Now accessing to the skeleton values from python requires the following steps:

  • import roslib and load the manifest.xml file generated by roscreate and containing information about our package and its dependencies:
    import roslib
    roslib.load_manifest('NAME')
  • import our dependencies (needs to be done after the manifest is loaded):
    import rospy
    import tf
  • init a node named ‘kinect_listener’ (you could chose any other name):
    rospy.init_node('kinect_listener', anonymous=True)
  • create a TransformListener node:
    listener = tf.TransformListener()
  • request the translation and a rotation describing any frame: frames are named as ‘/segment_userid’ where segment is the name of the segment and userid the id of the user. For example to get the frame (as a couple of a translation and a rotation) corresponding to the left knee of the first user:
    trans, rot = listener.lookupTransform('/openni_depth_frame', '/left_knee_1',
        rospy.Duration())

    Note that we have to provide the TransformListener with a time, to get the frame at this particular time. Providing current ROS time returns the last translation and rotation values for the frame.

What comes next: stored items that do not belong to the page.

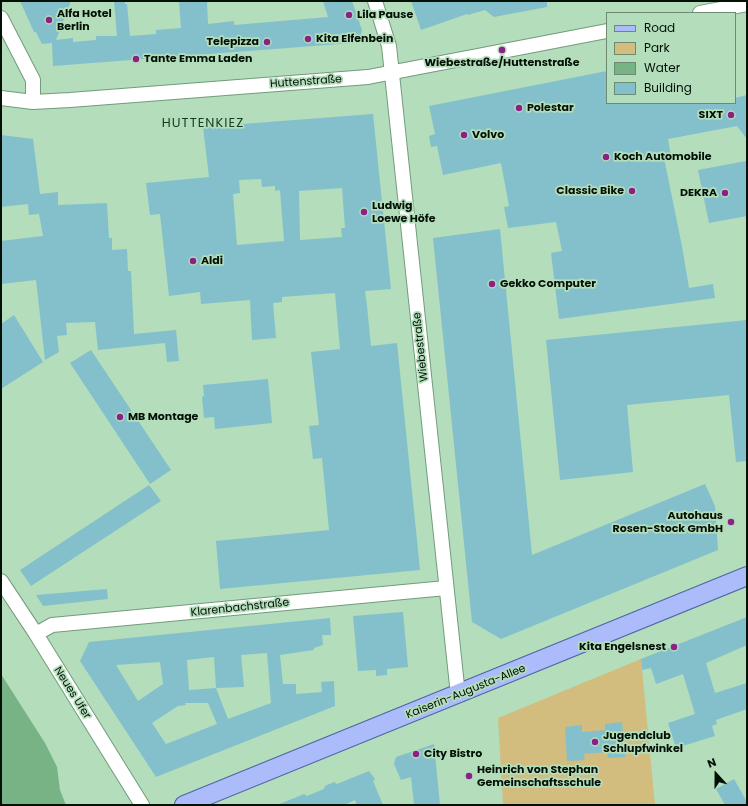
<!DOCTYPE html>
<meta charset="utf-8">
<style>
body{margin:0}
#map{position:relative;width:748px;height:806px;overflow:hidden;background:#b3ddbb;font-family:Poppins,sans-serif}
canvas{display:block}
.frame{position:absolute;inset:0;border:2px solid #031005;pointer-events:none}
.legend{position:absolute;left:606px;top:12px;width:130px;height:92px;box-sizing:border-box;background:#b3ddbb;border:1px solid #6d8b72;margin:0;padding:5px 7px;list-style:none;font-size:12px;color:#031005}
.legend li{display:flex;align-items:center;gap:8px;height:20px}
.legend b{width:20px;border:1px solid #6d8b72}
.north{position:absolute;left:696px;top:754px;width:40px;height:40px;-webkit-text-stroke:3px #b3ddbb;paint-order:stroke;rotate:339deg;font-size:11px;font-weight:700;line-height:16px;text-align:center;color:#031005}
.north::after{content:'';display:block;margin:auto;width:14px;height:18px;background:#031005;clip-path:polygon(50% 0,100% 100%,50% 72%,0 100%)}
</style>
<div id="map">
<canvas width="748" height="806"></canvas>
<div class="frame"></div>
<ul class="legend">
<li><b style="height:5px;background:#acbcfb"></b>Road</li>
<li><b style="height:11px;background:#d3bd7e"></b>Park</li>
<li><b style="height:11px;background:#77b385"></b>Water</li>
<li><b style="height:11px;background:#84c0cc"></b>Building</li>
</ul>
<div class="north">N</div>
</div>
<script>
const ctx = document.querySelector('canvas').getContext('2d');
ctx.lineJoin = 'round';
function paint(path, color) { ctx.fillStyle = color; ctx.fill(path, 'evenodd'); }
function trace(path, color, width, dash) { ctx.strokeStyle = color; ctx.lineWidth = width; ctx.lineCap = dash ? 'butt' : 'round'; ctx.setLineDash(dash || []); ctx.stroke(path); }
function write(font, color, halo, rows, align = 'center') {
  ctx.font = font + ' Poppins,sans-serif'; ctx.lineWidth = 3.5; ctx.setLineDash([]); ctx.textBaseline = 'middle'; ctx.strokeStyle = halo; ctx.fillStyle = color; for (const [text, x, y, turn = 0] of rows) {
    ctx.save(); ctx.translate(x, y); ctx.rotate((+turn || 0) * Math.PI / 180); ctx.textAlign = isNaN(turn) ? turn : align; if (halo) ctx.strokeText(text, 0, 0); ctx.fillText(text, 0, 0); ctx.restore();
  }
}
const green = new Path2D(`
 M641 659 655 805H503L498 718Z`);
const water = new Path2D(`
 M1 674 45 743 57 767 60 790 66 805H1Z`);
const building = new Path2D(`
 M20 1H71L56 40 73 38V42L96 40V36H117L114 1H125V4H127L130 36 156 34V30L181 28 179 1H207L208 24 234 21V25L328 17 323 1H352L362 30 360 38 353 43 53 66 52 43 42 44 36 32H34Z
 M411 1H547V7L494 17 485 10 468 15 467 14 421 30Z
 M607 71V103H735V98L747 95V139L737 126 668 139 671 157 664 158 682 246 689 288 713 284 715 298 559 319 551 253 562 251 556 222 508 228 504 207 509 206 501 163 443 175 437 146 431 147 429 136 435 134 429 106Z
 M373 114 391 289 365 291 367 306 371 346 397 343 420 570 220 589 216 541 329 530 322 458 313 459 309 426 319 425 311 352 340 349 335 293 282 297V302L273 303 276 338 252 340 250 300 201 304 200 292 169 296 160 214 150 215 146 183 209 177 203 127ZM261 179 262 187 275 186V191L280 190 284 241 237 245 233 194 240 193 239 180ZM342 188 345 228H341L342 237 300 240 299 191Z
 M1 135 33 139 40 194 58 192V205L107 203 109 238H112V250L127 249 128 271H131L134 334 176 330 179 361 167 362 165 343 98 350 95 322 66 323 67 335 57 336 59 352 45 360 36 280 1 284V241L43 236 39 214 29 215 28 204 1 207Z
 M746 161 747 216 709 223 698 170Z
 M500 229 532 555 705 484 715 506 718 550 501 639 472 622 433 238Z
 M14 315 43 362 1 389V324Z
 M747 320V461L736 462 729 395 627 405 633 472 560 480 546 340Z
 M91 350 171 470 150 484 70 363Z
 M268 379 272 423 215 429 214 417 204 418 202 397 204 396 203 385Z
 M149 485 161 501 31 586 20 570Z
 M107 589 108 599 43 606 36 595Z
 M403 612 408 667 387 669V675L376 676V670L358 671 353 616Z
 M747 617V645L706 663 715 693 747 683V709L716 720 717 724 712 726 715 736 676 748 668 723 695 714 683 674 656 684 651 668 642 670 641 659Z
 M330 618 331 635H322L323 645 314 648V650L280 655 283 684H296V694L322 692 321 682 334 681 335 706 156 777 80 661 89 642ZM267 653 271 703 228 719 216 688 244 687 241 655ZM214 657 216 688 189 690 187 660ZM160 662 163 684 138 701 116 665ZM185 703H208L217 724 166 744 152 723 178 706 186 705Z
 M622 722 625 757 608 758 607 752 596 753 584 754 585 760 567 761 565 727 582 725V732L605 730V724Z
 M434 744 440 805H414L411 777 401 780 394 764 396 757Z
 M369 771 375 779 373 781 383 805H357L355 800 344 805H277L304 794 307 796 324 789 325 786 334 782 337 784Z
 M734 779 747 802V805H725L716 789Z`);
const minor = new Path2D(`
 M375 1 389 46 458 695
 M700 13 747 4
 M1 18 33 80V102
 M1 98 33 102 70 100 368 77 607 31
 M1 581 36 634 142 805
 M36 634 52 625 446 588`);
const major = new Path2D(`
 M184 805 747 576`);
const markers = [
 [349,15,4,"#8c2185"],
 [49,20,4,"#8c2185"],
 [308,39,4,"#8c2185"],
 [267,42,4,"#8c2185"],
 [502,50,4,"#8c2185"],
 [136,59,4,"#8c2185"],
 [519,108,4,"#8c2185"],
 [731,115,4,"#8c2185"],
 [464,135,4,"#8c2185"],
 [606,157,4,"#8c2185"],
 [632,191,4,"#8c2185"],
 [725,193,4,"#8c2185"],
 [364,212,4,"#8c2185"],
 [193,261,4,"#8c2185"],
 [492,284,4,"#8c2185"],
 [120,417,4,"#8c2185"],
 [731,522,4,"#8c2185"],
 [674,647,4,"#8c2185"],
 [595,742,4,"#8c2185"],
 [416,754,4,"#8c2185"],
 [469,776,4,"#8c2185"]
];
const poiNames = [
 ["Alfa Hotel",57,14],
 ["Berlin",57,27],
 ["Lila Pause",357,15],
 ["Kita Elfenbein",316,39],
 ["Telepizza",259,42,"right"],
 ["Tante Emma Laden",144,59],
 ["Wiebestraße/Huttenstraße",502,63,"center"],
 ["Polestar",527,108],
 ["SIXT",723,115,"right"],
 ["Volvo",472,135],
 ["Koch Automobile",614,157],
 ["Classic Bike",624,191,"right"],
 ["DEKRA",717,193,"right"],
 ["Ludwig",372,206],
 ["Loewe Höfe",372,219],
 ["Aldi",201,261],
 ["Gekko Computer",500,284],
 ["MB Montage",128,417],
 ["Autohaus",723,516,"right"],
 ["Rosen-Stock GmbH",723,529,"right"],
 ["Kita Engelsnest",666,647,"right"],
 ["Jugendclub",603,736],
 ["Schlupfwinkel",603,749],
 ["City Bistro",424,754],
 ["Heinrich von Stephan",477,770],
 ["Gemeinschaftsschule",477,783]
];
const streetNames = [
 ["Huttenstraße",306,82,-4],
 ["Wiebestraße",421,347,-96],
 ["Klarenbachstraße",240,608,-6],
 ["Kaiserin-Augusta-Allee",466,692,-22],
 ["Neues Ufer",72,693,58]
];
const quarterNames = [
 ["HUTTENKIEZ",203,124]
];
paint(green, '#d3bd7e');
paint(water, '#77b385');
paint(building, '#84c0cc');
trace(minor, '#739b7c', 16);
trace(major, '#4c63a4', 20);
trace(minor, '#fff', 14);
trace(major, '#acbcfb', 18);
for (const [x, y, r, color] of markers) { const dot = new Path2D(); dot.arc(x, y, r, 0, 2 * Math.PI); ctx.fillStyle = color; ctx.fill(dot); trace(dot, '#b3ddbb', 1.5); }
write('bold 11px', '#031005', '#b3ddbb', poiNames, 'left');
write('11px', '#031005', '#b3ddbb', streetNames);
ctx.letterSpacing = '1px';
write('13px', '#163c22', '#b3ddbb', quarterNames);
ctx.letterSpacing = '0px';
</script>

This mechanism can be integrated in a simple Kinect class (that can be put in a python file in the package src directory), which provides easy access to all the frames of a given user through:

# Import the kinect class from your file
from yourfile import Kinect

# Init the Kinect object
kin = Kinect()

# Get values
for i in xrange(10):
    print i, kin.get_posture()

The code of the corresponding class can be found at https://gist.github.com/2414166.

Additional information

In this tutorial we only covered the steps required to get a working access to skeleton information. More in depth presentations of the ROS system can be found in the ROS wiki tutorials.